O que as mulheres podem fazer, de forma concreta, para baixar o risco de AVC
Não é possível eliminar por completo a possibilidade de um AVC. Ainda assim, a probabilidade de um episódio grave diminui de forma significativa quando se atua em alguns pontos-chave.
- Levar a sério a tensão arterial e o pulso: medir com regularidade, registar valores e esclarecer alterações com o médico.
- Cumprir a medicação prescrita: sobretudo anti-hipertensores e anticoagulantes - só protege o que é tomado todos os dias.
- Evitar nicotina: cada cigarro agride os vasos; aceitar apoio para deixar de fumar em vez de tentar sozinho.
- Incluir movimento no dia a dia: mesmo caminhar a passo rápido cinco dias por semana reduz o “stress” vascular.

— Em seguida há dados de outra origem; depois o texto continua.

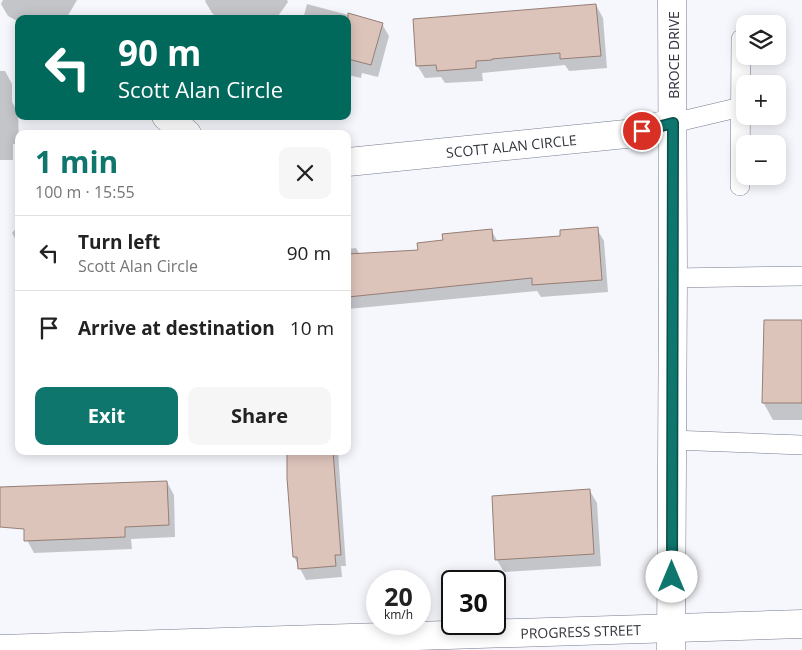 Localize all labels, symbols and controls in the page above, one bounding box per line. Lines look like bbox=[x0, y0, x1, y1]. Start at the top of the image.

- Não desvalorizar sintomas: alterações súbitas na fala, fraqueza/paralisia ou tonturas intensas exigem 112, não descanso no sofá.
"A regra mais importante: na dúvida, é melhor ligar uma vez a mais para o 112 do que uma vez demasiado tarde."
Como reconhecer rapidamente um possível AVC
Para interpretar sinais com mais facilidade, ajuda ter uma regra simples na memória. É muito usada a chamada regra FAST, que se adapta bem:
| Letra | Significado | Pergunta |
|---|---|---|
| F | Face (rosto) | Um canto da boca caiu? O rosto parece “torto”? |
| A | Arms (braços) | A pessoa consegue levantar os dois braços de forma igual? |
| S | Speech (fala) | A fala está clara ou as palavras saem arrastadas? |
| T | Time (tempo) | Ligar de imediato para o 112 - não perder um segundo. |
No caso das mulheres, convém acrescentar os sinais menos típicos: confusão súbita, tonturas novas, dor de cabeça invulgar ou fraqueza sem explicação podem ser o primeiro aviso.
Mais autocuidado, menos silêncio: o que tem de mudar na sociedade
Muitos dos problemas descritos estão ligados a papéis sociais. Quem passa uma vida a priorizar companheiro, filhos, pais ou pessoas dependentes acaba, muitas vezes, por colocar a própria saúde em segundo plano. Isso reflete-se diretamente na evolução de doenças graves.
Conversas claras em família, com o médico de família e em consultas de ginecologia podem ter um impacto grande. Se uma mulher toma a pílula, fuma e tem enxaqueca, falar de risco de AVC deveria ser tão natural como discutir métodos contracetivos. O mesmo vale para valores elevados de tensão arterial ou alterações do ritmo cardíaco na idade da reforma.
Compreender, pelo menos de forma geral, termos como fibrilhação auricular, trombose ou aterosclerose ajuda a reconhecer sinais de alerta mais cedo e a colocar outras questões aos médicos. É esta combinação - informação, sintomas levados a sério e tratamento dirigido - que acaba por determinar se um AVC muda a vida para sempre ou se é travado a tempo.